In this article we shall use the term "alignment graph" as it is defined in the graph-based alignment algorithm by Rausch et al. [8] and the corresponding implementation in the SeqAn sequence alignment library [9]. The alignment graph represents residues of aligned sequences by vertices and various signals on which the alignment is based, such as residue substitutions from the substitution model, structural links etc., by edges connecting the vertices. This provides a flexible model for scoring: any type of information can be introduced by adding edges or weights to the existing edges, while certain transformations of the graph help to avoid local minima during the optimization step.

The separation of the input signal for the alignment from the process that produces the alignment was pioneered by T-Coffee [10]. This program starts by compiling a library of local and global pairwise alignments, which equals to populating the alignment graph with the corresponding edges. T-Coffee was then extended to include structural information [11] and to combine alignments produced by other methods into a consensus alignment [12]. Another example is MaxFlow [13], which initializes the alignment graph with information from PSI-BLAST searches. We note that, in spite of these implementations, the contribution of various information sources to the quality of MPSA is yet to be analyzed. Here, we supply this need by presenting a clear comparison of sequence based information sources.

Various consistency transformations have been shown to effectively improve alignments of distant sequences [10,14,15]. The idea is to transform scores used to align pairs of sequences to be consistent between different pairs. For example, for three sequences A, B and C, if residue Ai is aligned to residue Bj and residue Bj is aligned to residue Ck, then this implies that a consistent scoring between A and C should lead to the alignment of Ai to Ck. In alignment graph notation consistency implies shifting weights between neighboring edges. Pioneering work on consistency was presented by T-Coffee that implemented consistency transformation referred as triplet library extension. In this transformation the consistency of edge between vertices Ai and Bj is increased by iterating all possible Ck vertices and adding the minimum of (Ai, Ck) and (Bj, Ck) weights to the (Ai, Bj) weight. This idea has been extended in the SeqAn::T-Coffee program, which implements T-Coffee algorithm using SeqAn sequence alignment library [8]. As in the original T-Coffee, existing edges are modified by iteration of neighboring triplets. However, this version also introduces new edges where triplet information requires such for consistency. Tests on benchmark suggest that this approach improves alignment quality [8].

Consistency transformation was also approached in a probabilistic framework.

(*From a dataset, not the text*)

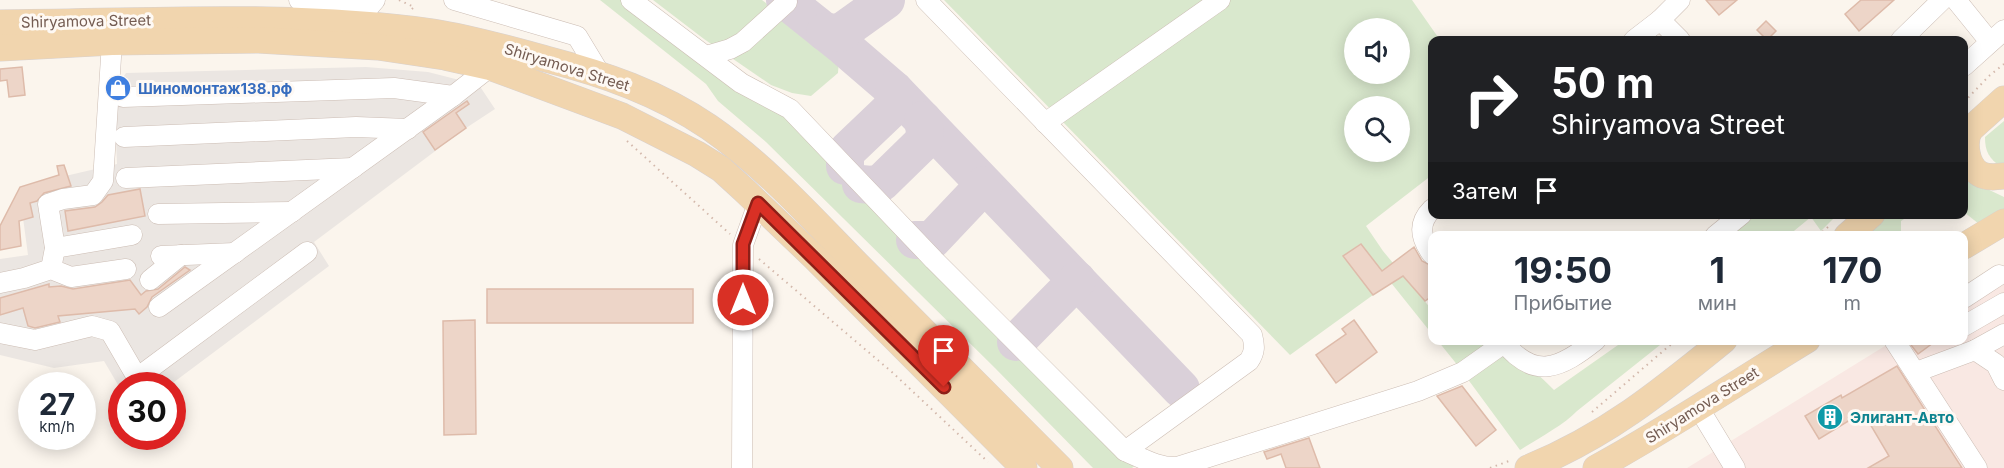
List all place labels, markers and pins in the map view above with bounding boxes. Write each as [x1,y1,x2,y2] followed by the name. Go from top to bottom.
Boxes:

For example, in the ProbCons [14] implementation, vertices of the alignment graph are connected by probabilities according to pairwise hidden Markov models (HMMs). These probabilities are then transformed towards a higher degree of consistency by additively combining probabilities of triplet paths trough all possible vertex triplets. This transformation is similar to triplet library extension, but since edges are weighted by a probability function, the contribution of (Ai, Ck) and (Bj, Ck) edge-pair to the (Ai, Bj) edge is equal to the product of the corresponding probabilities. ProbCons allows repeating the consistency transformation several times, in effect extending consistency to sets of four, five or a larger number of vertices.

Consistency and transitivity concepts were unified in MaxFlow program, which was designed to align motifs of remote homologs that have little sequence similarity when compared directly, but can be connected via a path of pairwise alignments [13]. MaxFlow starts with an alignment graph based on a library of PSI-BLAST alignments. This graph is weighted by assigning each vertex pair a consistency score: the number of common neighbors relative to the total number of neighbors for the two vertices in a pair. The graph is then used to align a pair of distant structural homologs. During the alignment residue pairs are weighted using the weakest path link: the maximum over the path scores defined by the weakest consistency score in a path. In comparison with classical methods, MaxFlow demonstrated superior performance in both reliability and coverage of structural motifs aligned.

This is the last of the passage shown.